DIVERTISSEMENT
15/03/2018 09:44 EDT | Actualisé 15/03/2018 09:44 EDT

Séjour à l’«Hotel» pour les 25 ans du Cirque Éloize

Cette 15e production originale alliera acrobatie, théâtre, danse, musique et l’humour!

Courtoisie Cirque Éloize

Le Cirque Éloize célèbre ses 25 ans en 2018 et présentera pour l'occasion un tout nouveau spectacle, Hotel, une création à grand déploiement qui nous entraînera entre les murs, vous l'aurez deviné, d'un hôtel chargé d'histoires improbables et lieu de tous les possibles.

«On a envie de fêter! On se fait plaisir», résume Jeannot Painchaud, président-fondateur et directeur de la création du Cirque Éloize, à propos du ton mis de l'avant dans cette 15e production originale de la troupe, qui alliera maintes disciplines, telles l'acrobatie, le théâtre, la danse, la musique live et l'humour.

Dans l'établissement fictif bien spécial de Hotel, on traversera trois époques : la décennie 1920, les années 1970 et le futur de 2040. Une multitude de personnages s'y entrecroiseront entre vestibule, escaliers et chambres, le temps d'un séjour haut en couleurs : un maître d'hôtel exigeant, une femme de chambre ratoureuse et un homme à tout faire héroïque, accompagné de son chien Carpette, formeront le personnel de l'hôtel, tandis que, chez les visiteurs de passage, on comptera une mariée délaissée au dernier étage, un touriste déjanté, un homme d'affaires pressé, des twins excentriques. Autrement dit, Hotel caricaturera avec beaucoup de fantaisie le portrait typique de n'importe quel hôtel.

«Quand la réflexion s'est entamée, il y a plus d'un an, sur le type de spectacle qu'on pourrait faire pour les 25 ans, on s'est demandé ce qu'on connaissait et ce qu'on avait découvert à travers ces 25 années de tournées. Une chose qu'on connaît bien, ce sont les hôtels, et particulièrement les lobbys d'hôtels! C'est parti de cette idée, de cet endroit où on a rencontré tellement de personnages, tellement de communautés, de ce lieu où il n'y a aucune discrimination, puisqu'à tout moment, il y a des gens qui entrent et qui sortent, qui viennent de tous les horizons, de tous les pays, de toutes les cultures.
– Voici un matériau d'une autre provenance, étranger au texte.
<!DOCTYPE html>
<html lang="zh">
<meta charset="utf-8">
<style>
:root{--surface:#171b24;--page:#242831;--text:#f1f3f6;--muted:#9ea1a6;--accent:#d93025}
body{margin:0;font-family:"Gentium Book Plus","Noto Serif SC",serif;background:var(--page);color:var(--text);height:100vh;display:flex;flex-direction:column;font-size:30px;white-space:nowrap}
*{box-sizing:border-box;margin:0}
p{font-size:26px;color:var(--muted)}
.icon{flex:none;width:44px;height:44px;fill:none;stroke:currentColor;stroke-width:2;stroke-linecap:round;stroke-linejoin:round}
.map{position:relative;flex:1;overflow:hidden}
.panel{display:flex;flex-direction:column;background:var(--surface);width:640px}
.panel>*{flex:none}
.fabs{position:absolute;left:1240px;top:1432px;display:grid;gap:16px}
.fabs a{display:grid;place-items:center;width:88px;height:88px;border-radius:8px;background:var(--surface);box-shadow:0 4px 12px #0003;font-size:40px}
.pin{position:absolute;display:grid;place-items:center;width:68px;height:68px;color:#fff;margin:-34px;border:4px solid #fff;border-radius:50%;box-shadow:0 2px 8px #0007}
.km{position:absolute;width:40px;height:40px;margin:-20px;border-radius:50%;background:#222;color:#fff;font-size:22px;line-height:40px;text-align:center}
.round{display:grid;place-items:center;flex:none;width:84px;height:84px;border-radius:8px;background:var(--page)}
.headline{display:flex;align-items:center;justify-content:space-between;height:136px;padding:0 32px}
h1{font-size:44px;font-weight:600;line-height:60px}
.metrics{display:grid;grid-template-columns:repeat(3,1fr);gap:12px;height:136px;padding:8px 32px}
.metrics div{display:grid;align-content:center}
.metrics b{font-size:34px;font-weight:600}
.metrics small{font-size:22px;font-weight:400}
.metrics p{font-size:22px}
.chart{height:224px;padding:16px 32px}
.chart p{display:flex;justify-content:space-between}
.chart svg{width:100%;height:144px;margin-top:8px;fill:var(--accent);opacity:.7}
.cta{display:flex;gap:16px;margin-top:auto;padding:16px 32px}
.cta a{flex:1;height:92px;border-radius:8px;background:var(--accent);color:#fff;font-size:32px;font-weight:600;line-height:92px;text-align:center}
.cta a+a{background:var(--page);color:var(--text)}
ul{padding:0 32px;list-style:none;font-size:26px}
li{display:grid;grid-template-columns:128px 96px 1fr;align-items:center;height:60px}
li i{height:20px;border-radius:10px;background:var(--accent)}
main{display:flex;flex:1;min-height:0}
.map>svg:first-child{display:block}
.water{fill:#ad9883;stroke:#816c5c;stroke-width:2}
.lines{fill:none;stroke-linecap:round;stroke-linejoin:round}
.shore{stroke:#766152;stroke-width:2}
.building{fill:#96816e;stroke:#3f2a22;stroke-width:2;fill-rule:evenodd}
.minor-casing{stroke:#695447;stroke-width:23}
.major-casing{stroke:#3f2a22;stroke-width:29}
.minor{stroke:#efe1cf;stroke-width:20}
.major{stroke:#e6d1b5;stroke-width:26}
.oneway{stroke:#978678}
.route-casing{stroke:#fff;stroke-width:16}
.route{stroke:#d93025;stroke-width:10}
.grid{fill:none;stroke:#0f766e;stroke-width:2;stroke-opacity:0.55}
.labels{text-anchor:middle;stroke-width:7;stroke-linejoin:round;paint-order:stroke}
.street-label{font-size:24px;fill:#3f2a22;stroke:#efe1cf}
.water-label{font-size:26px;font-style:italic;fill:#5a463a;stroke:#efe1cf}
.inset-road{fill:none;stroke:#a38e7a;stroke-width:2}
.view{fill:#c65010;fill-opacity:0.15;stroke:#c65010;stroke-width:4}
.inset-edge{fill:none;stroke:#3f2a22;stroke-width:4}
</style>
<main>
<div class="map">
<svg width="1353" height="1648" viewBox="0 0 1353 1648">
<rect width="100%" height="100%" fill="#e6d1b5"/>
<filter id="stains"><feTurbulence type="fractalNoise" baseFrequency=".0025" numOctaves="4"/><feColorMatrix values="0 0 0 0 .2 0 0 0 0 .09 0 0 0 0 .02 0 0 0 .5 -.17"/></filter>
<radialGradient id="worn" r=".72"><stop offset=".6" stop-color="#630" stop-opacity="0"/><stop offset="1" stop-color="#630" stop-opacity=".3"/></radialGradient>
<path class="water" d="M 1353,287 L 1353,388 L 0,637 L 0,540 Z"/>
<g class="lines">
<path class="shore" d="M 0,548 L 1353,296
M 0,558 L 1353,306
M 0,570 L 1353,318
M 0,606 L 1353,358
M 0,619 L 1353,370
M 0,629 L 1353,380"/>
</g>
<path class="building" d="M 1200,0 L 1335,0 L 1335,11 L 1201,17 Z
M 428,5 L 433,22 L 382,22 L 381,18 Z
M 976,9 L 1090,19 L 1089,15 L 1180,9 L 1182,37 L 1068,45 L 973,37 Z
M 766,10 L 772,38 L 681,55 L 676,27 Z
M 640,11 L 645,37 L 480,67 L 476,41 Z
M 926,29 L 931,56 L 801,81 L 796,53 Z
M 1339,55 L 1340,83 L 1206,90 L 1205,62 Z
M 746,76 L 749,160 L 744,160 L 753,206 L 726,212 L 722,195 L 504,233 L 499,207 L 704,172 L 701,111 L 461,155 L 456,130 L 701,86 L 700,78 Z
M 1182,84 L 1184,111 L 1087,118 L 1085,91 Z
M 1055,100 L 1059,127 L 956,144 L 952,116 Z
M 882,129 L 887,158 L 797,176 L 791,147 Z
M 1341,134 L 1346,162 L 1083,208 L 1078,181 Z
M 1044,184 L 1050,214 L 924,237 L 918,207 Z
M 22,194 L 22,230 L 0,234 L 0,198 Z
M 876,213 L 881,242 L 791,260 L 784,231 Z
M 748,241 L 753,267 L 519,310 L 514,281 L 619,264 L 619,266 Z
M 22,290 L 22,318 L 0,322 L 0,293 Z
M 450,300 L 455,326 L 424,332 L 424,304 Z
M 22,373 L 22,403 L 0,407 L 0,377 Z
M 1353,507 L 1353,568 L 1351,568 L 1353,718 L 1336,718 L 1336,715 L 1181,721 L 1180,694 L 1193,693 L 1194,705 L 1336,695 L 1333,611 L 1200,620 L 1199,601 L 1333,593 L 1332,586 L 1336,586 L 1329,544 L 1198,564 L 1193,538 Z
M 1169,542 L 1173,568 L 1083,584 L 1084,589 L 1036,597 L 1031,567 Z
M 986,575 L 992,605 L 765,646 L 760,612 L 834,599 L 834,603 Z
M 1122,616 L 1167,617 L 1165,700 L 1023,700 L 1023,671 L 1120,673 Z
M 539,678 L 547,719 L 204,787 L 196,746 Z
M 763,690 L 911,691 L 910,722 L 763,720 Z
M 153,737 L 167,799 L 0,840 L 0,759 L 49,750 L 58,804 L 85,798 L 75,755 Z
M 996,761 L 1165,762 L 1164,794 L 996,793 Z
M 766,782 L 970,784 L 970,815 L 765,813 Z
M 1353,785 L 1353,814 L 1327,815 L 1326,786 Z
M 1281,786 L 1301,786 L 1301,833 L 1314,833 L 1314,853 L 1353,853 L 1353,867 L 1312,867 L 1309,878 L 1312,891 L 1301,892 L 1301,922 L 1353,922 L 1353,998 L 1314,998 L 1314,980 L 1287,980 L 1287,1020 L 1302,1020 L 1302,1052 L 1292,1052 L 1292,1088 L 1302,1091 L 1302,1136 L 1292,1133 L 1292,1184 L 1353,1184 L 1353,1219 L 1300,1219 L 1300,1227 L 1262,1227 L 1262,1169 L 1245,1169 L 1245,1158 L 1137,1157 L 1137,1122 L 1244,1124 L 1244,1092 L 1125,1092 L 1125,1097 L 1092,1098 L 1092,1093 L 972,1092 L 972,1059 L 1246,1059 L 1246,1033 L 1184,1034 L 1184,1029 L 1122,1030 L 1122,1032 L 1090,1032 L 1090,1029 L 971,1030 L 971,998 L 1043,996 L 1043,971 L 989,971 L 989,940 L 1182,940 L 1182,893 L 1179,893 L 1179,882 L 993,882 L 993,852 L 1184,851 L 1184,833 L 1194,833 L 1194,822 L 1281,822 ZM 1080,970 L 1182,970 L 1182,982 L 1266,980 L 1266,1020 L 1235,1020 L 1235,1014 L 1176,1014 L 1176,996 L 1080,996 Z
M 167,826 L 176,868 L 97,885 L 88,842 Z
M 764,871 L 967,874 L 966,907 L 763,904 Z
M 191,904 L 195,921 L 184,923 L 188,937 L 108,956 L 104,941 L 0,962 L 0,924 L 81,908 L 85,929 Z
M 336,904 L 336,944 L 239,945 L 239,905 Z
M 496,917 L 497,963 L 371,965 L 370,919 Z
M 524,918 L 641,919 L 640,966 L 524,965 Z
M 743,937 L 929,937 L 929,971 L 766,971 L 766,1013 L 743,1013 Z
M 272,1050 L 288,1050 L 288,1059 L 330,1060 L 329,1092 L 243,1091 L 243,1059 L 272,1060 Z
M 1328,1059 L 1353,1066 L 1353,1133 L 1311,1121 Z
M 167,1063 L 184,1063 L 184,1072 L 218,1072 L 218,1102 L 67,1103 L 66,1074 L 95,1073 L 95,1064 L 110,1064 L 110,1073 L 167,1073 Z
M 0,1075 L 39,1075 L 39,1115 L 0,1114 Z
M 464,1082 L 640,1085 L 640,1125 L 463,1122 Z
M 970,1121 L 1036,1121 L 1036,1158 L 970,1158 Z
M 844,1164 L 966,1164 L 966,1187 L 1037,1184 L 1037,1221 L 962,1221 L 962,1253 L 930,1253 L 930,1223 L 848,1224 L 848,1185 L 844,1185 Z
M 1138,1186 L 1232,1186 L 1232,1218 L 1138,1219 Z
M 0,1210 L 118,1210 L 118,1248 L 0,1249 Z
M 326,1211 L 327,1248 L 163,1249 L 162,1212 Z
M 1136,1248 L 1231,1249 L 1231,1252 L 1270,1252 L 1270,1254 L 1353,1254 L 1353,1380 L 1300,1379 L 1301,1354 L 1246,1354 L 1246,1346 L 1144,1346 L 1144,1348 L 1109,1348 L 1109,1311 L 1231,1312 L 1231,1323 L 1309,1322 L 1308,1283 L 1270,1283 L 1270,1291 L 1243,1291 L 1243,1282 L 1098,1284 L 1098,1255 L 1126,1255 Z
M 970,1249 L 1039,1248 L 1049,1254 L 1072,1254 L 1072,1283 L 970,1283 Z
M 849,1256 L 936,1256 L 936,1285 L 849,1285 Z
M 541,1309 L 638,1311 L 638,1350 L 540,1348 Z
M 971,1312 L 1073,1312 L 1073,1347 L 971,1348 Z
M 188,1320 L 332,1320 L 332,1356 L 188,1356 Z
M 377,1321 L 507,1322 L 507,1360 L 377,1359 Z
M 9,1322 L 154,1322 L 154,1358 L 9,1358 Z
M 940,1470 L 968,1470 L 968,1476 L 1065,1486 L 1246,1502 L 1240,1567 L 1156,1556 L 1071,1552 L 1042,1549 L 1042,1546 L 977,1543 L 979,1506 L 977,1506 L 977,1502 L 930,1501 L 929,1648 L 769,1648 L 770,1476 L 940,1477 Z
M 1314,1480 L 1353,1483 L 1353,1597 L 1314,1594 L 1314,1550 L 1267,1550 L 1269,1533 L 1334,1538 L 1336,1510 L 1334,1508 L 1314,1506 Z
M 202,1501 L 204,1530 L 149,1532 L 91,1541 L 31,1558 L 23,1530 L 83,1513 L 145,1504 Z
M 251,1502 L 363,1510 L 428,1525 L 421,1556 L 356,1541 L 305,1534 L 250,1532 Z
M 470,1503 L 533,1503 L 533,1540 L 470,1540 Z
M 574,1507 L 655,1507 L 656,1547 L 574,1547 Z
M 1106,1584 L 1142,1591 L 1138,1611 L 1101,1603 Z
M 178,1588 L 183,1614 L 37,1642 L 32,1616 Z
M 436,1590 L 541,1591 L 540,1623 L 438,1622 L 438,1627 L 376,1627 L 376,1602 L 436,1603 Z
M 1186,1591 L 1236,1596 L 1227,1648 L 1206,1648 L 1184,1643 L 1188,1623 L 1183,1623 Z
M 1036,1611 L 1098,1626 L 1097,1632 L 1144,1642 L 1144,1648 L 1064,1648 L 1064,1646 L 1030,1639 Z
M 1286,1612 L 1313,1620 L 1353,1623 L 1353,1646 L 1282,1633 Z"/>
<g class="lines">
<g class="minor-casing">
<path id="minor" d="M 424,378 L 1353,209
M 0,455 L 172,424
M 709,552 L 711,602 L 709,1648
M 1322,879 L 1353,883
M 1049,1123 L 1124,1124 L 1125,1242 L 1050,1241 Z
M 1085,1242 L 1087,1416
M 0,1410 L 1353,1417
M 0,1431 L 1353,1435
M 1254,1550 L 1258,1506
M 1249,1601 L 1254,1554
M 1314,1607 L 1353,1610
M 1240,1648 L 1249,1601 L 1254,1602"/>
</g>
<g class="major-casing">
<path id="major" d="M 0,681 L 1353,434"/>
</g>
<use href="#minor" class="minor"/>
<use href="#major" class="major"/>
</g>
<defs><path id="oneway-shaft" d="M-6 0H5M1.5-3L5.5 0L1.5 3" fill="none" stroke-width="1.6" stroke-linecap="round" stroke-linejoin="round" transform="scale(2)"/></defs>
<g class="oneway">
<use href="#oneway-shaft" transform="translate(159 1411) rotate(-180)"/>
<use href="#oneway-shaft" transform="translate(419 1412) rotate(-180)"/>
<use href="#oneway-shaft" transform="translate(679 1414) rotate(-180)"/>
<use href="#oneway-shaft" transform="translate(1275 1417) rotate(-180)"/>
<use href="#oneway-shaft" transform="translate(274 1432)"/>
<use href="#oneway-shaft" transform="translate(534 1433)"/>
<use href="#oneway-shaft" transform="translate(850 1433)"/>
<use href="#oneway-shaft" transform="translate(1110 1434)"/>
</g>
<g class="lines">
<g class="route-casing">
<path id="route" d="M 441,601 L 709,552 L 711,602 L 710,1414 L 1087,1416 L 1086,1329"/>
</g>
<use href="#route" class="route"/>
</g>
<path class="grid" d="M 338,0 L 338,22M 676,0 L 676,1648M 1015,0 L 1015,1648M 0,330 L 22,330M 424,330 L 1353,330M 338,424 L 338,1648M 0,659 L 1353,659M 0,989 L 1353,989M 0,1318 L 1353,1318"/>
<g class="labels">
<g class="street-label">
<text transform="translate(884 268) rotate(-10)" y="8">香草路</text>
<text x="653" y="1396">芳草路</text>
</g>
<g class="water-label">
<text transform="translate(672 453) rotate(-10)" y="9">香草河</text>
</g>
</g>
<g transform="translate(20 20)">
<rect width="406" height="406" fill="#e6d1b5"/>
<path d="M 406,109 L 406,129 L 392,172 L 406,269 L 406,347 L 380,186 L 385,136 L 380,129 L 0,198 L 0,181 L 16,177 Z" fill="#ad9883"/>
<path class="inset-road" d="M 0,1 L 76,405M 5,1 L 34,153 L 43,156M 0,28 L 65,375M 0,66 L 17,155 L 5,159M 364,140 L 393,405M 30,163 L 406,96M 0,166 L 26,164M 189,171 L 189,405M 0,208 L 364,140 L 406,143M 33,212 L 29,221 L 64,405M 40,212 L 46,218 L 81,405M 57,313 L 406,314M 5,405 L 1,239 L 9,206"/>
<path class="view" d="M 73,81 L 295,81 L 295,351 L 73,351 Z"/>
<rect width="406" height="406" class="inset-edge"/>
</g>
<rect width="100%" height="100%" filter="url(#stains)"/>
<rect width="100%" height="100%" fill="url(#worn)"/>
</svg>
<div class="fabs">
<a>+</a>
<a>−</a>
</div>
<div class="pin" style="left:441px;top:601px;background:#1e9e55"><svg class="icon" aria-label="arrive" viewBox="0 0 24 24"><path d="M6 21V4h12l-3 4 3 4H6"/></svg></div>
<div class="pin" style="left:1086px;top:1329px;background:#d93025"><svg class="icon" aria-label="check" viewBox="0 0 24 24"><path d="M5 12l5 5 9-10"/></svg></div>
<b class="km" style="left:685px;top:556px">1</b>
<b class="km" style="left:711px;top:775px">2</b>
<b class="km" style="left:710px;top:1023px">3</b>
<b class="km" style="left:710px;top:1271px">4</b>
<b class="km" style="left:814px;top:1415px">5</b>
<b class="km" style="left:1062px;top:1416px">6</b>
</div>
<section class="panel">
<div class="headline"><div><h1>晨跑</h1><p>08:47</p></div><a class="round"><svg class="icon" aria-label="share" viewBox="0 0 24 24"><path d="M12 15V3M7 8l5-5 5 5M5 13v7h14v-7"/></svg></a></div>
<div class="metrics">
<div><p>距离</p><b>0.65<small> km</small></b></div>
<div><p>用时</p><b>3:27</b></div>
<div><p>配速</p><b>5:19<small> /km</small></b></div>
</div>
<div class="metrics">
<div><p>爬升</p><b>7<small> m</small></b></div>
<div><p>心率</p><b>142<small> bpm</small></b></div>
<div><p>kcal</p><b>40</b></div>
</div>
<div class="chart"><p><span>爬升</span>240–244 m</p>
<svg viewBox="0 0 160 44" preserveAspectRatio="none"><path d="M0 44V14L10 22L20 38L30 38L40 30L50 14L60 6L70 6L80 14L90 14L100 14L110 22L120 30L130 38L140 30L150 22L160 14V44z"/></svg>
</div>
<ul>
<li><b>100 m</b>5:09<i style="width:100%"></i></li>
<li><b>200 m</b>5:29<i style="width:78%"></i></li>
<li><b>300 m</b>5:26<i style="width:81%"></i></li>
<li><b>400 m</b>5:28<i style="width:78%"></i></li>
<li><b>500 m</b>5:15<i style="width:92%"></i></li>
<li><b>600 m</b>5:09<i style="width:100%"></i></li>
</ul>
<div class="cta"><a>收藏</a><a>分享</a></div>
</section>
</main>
C'est très inspirant, et c'est un beau terrain de jeu, un lobby d'hôtel», continue Jeannot Painchaud, en suggérant que l'esthétique de la vague Art déco des années 20 et 30, et l'influence du cinéaste Wes Anderson et son Grand Budapest Hotel se refléteront dans ce nouveau collage.

Équipe gagnante

Autour d'Hotel se réunira sensiblement la même équipe qui a fait un succès de Saloon, dernier-né d'Éloize, en tournée depuis 2016 et présentement à l'affiche aux États-Unis. Le metteur en scène Emmanuel Guillaume, le directeur musical Éloi Painchaud (cousin de Jeannot Painchaud) et la chorégraphe Annie St-Pierre, entre autres, sont du lot.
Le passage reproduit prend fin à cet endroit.